Trump spokeswoman Sarah Huckabee Sanders told the media she knows nothing about the president’s communication with this son about his meetings with Russians during the campaign.
Trump spokeswoman Sarah Huckabee Sanders told the media she knows nothing about the president’s communication with this son about his meetings with Russians during the campaign. AP

The Washington Post’s report that President Donald Trump dictated his son’s misleading statement about meeting with a Russian lawyer contradicts previous denials by Jay Sekulow, Trump’s personal lawyer. But one person without egg on her face is White House spokeswoman Sarah Huckabee Sanders, who pleaded ignorance when asked repeatedly about the president’s involvement.

In hindsight, Sanders’ shrugs look like signals that Trump was hiding something — perhaps even from his own spokeswoman — and provide clues about how to detect secrets in the future.

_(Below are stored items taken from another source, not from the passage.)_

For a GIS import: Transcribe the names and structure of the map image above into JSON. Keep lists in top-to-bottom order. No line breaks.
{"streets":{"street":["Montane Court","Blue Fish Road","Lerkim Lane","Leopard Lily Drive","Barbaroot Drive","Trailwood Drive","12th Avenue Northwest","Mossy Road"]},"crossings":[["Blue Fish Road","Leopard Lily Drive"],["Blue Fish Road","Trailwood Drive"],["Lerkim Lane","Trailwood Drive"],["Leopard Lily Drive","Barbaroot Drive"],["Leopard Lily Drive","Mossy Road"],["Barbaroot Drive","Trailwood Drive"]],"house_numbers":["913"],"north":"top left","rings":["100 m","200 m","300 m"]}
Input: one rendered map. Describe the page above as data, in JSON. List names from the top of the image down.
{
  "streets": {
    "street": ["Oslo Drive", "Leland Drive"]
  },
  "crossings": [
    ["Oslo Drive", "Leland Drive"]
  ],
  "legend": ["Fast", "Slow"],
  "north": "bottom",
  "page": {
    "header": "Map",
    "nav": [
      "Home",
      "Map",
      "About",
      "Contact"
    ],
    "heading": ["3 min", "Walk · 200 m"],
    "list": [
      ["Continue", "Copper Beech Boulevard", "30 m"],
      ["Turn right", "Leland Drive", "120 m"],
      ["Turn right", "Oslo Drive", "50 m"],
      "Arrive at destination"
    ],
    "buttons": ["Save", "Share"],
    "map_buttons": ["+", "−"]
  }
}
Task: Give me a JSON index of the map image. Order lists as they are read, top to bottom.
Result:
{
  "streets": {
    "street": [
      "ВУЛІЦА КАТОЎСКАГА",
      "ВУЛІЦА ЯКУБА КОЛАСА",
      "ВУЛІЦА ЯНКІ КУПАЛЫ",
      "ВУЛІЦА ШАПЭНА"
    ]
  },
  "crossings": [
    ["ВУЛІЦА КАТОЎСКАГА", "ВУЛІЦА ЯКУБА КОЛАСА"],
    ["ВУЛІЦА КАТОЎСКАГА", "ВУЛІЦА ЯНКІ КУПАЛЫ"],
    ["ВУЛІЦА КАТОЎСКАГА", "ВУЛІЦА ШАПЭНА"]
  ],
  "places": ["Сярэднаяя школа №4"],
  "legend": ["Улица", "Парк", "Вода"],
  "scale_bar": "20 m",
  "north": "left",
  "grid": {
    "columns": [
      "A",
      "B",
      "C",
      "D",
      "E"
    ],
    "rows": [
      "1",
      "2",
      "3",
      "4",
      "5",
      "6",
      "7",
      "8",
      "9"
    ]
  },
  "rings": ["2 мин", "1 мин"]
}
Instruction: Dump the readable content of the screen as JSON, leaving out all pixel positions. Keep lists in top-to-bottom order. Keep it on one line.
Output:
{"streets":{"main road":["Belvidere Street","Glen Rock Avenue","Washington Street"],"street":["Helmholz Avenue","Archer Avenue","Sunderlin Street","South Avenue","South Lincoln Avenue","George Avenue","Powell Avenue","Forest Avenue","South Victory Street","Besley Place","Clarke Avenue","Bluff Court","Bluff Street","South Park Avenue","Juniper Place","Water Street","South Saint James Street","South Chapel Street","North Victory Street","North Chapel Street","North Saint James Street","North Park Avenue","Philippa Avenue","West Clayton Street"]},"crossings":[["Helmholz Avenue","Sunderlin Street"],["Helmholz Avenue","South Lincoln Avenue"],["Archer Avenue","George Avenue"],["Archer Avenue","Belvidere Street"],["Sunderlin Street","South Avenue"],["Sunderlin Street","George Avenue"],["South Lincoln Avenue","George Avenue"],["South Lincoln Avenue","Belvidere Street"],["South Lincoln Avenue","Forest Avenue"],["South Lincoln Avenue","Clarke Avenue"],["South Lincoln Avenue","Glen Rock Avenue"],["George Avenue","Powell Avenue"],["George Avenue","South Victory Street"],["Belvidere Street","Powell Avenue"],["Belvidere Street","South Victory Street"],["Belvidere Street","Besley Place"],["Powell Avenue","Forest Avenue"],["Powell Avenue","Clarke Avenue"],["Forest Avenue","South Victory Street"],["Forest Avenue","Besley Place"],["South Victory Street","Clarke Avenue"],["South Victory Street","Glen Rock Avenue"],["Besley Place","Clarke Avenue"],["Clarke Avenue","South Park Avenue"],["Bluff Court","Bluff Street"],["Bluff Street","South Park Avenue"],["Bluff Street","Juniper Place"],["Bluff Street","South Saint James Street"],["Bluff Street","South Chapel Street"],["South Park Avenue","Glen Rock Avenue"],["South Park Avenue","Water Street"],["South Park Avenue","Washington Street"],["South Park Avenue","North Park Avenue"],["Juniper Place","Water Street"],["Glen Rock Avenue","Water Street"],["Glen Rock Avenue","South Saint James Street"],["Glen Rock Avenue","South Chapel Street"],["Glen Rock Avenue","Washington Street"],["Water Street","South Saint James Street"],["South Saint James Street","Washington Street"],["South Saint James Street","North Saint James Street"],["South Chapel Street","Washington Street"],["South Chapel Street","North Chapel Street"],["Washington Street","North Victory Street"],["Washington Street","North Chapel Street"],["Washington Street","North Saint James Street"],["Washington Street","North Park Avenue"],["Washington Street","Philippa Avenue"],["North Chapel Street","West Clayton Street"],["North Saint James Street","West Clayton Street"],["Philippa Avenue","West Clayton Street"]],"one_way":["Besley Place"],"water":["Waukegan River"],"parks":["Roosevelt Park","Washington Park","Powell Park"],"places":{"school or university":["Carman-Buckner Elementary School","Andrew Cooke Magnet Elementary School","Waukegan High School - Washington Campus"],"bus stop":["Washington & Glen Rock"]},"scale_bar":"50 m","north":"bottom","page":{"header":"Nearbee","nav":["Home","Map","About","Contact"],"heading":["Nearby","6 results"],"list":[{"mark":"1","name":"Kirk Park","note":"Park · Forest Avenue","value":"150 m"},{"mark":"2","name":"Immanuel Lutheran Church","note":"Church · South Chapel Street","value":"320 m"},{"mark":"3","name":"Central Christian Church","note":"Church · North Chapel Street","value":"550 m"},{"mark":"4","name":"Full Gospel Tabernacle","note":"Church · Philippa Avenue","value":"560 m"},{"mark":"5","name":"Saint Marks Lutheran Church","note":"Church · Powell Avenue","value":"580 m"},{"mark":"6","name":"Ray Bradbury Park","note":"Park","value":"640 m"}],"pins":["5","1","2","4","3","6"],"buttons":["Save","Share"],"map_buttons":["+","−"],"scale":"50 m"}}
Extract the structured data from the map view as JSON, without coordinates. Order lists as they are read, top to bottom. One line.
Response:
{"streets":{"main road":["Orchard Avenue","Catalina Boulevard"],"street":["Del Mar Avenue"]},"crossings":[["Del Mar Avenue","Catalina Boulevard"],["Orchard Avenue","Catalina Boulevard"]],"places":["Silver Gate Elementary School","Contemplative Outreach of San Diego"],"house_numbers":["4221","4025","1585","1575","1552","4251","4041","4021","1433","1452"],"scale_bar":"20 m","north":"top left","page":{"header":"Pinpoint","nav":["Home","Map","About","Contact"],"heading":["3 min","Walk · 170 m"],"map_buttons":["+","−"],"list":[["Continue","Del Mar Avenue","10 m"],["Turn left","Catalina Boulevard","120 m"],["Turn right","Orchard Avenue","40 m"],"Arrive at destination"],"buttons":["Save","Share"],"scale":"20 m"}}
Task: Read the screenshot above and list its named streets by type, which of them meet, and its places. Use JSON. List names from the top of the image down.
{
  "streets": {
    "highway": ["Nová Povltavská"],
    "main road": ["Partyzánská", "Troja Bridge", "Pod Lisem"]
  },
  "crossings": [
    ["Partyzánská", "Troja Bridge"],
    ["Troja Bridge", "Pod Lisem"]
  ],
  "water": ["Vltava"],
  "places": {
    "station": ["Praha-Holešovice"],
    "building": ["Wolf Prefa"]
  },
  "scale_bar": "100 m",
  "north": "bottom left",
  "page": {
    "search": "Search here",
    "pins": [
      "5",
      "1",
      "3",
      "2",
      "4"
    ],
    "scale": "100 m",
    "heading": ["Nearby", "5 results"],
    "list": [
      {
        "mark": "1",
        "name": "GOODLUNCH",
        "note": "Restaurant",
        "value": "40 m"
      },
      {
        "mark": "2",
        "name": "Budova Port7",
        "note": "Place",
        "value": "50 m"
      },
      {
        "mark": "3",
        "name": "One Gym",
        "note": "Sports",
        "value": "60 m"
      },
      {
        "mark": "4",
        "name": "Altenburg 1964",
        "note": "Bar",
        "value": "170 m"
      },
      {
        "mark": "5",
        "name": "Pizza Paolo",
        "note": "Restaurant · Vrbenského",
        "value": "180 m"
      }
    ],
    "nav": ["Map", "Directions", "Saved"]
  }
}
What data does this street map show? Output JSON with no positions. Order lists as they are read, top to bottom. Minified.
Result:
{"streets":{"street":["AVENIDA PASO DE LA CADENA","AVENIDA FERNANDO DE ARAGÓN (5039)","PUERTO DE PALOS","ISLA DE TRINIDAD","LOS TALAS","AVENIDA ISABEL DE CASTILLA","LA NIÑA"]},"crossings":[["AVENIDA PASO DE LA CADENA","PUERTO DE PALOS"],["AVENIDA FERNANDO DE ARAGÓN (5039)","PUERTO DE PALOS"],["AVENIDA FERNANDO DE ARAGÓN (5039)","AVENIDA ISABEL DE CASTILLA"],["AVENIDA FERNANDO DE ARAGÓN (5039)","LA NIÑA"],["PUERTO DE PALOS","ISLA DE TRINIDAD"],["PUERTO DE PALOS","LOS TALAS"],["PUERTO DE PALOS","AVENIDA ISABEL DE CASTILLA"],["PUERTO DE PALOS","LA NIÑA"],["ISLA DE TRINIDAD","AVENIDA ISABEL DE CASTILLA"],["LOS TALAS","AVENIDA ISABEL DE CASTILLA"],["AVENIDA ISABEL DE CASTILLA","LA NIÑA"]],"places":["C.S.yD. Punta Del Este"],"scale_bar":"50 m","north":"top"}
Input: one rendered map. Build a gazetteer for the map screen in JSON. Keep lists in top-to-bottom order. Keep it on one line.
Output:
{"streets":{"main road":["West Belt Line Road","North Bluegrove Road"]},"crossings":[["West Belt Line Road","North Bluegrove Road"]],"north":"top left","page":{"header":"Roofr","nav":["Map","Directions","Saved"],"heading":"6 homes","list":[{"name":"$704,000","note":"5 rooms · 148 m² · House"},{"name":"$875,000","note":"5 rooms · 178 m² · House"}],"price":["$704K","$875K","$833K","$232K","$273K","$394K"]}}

1. Pay attention to things that White House spokesmen say they “don’t know” or “haven’t asked” about. These types of answers are given frequently.

2. Watch for times when the White House declines to repeat the claims of Trump’s personal legal team.

The statement at the root of The Post’s report was issued to the New York Times when it reported July 8 that Donald Trump Jr. met last summer with a Kremlin-connected Russian lawyer. Here’s the key passage: “We primarily discussed a program about the adoption of Russian children that was active and popular with American families years ago and was since ended by the Russian government, but it was not a campaign issue at the time and there was no followup.”

That version of events was, at best, a partial truth. The Times reported a day later that the premise of the meeting was that the Russian lawyer would share damaging information about Hillary Clinton.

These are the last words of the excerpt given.